Modulus Amittendus

You can see that n, e, cf are exported in pubkey.json.

These values are a bit strange:

  def initialize
    # ...
    @cf = modinv(@q, @p)   # (1)
  end
  def pubkey
    privkey.to_a[..2].to_h
  end
  def privkey
    {
      e: @e,
      n: @d,     # (2)
      cf: @cf,
      # ...
    }
  end

First, you can see that cf is q^{-1} mod p.

Second, this is important, n is NOT n, butd. (I didn't realize this for half a day and I was studying Coppersmith's attacks and TWCTF problem Happy!...)

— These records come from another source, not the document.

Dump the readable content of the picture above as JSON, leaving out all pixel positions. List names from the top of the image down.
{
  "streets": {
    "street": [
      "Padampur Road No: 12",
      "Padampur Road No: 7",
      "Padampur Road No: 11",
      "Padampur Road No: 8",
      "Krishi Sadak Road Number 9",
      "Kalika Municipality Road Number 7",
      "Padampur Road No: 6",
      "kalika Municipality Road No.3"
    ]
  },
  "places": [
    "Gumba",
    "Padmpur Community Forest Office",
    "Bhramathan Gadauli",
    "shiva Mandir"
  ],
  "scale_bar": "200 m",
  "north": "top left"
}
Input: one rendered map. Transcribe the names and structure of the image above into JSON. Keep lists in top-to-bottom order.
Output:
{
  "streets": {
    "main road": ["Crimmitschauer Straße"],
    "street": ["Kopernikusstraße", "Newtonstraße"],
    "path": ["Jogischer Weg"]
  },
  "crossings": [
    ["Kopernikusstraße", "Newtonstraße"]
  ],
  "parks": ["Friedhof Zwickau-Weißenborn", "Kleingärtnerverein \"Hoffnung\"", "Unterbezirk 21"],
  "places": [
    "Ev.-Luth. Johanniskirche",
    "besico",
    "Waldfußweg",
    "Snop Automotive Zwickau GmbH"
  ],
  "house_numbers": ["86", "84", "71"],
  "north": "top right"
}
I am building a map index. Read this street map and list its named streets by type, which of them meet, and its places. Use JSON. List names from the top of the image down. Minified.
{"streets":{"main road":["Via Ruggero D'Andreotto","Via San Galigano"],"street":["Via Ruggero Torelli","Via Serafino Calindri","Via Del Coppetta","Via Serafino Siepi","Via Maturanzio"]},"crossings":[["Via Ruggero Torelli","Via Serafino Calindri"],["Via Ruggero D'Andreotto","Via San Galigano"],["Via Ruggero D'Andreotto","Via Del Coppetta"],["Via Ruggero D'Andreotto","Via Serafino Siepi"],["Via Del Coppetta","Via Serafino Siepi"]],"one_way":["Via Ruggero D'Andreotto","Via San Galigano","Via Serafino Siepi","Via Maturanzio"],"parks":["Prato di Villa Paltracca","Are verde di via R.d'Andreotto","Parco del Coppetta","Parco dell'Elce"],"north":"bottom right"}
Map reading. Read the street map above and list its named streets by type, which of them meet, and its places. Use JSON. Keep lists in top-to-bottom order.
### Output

Therefore, the problem is: Given e, d, cf, calculate n.

First observation, from definition, ed = 1 + k(p-1)(q-1). Comparing the bit length, k should be the same bit length as e. This is small enough to bruteforce. From this, we can get phi(n) = (p-1)(q-1) = (ed-1)/k.

Second, to use cf*q = 1 (mod p) condition, let the above equation be in mod p. That will be phi(n) = -(q-1) (mod p), and from these 2 equations, 1 + cf*phi(n) - cf = 0 (mod p). This means x := 1 + cf*phi(n) - cf is a multiple of p.

Finally, because we know phi(n), for some integer m, m^{phi(n)} - 1 = 0 (mod n). These can be written as m^{phi(n)} - 1 = 0 (mod p), so m^{phi(n)} - 1 are also multiples of p.

So, we can get p by simply gcd of these values. m^{phi(n)} will be huge numbers, so we should calculate as pow(m, phi(n), x).

From p and phi(n), we can recover q and n, and decrypted flag using n, d.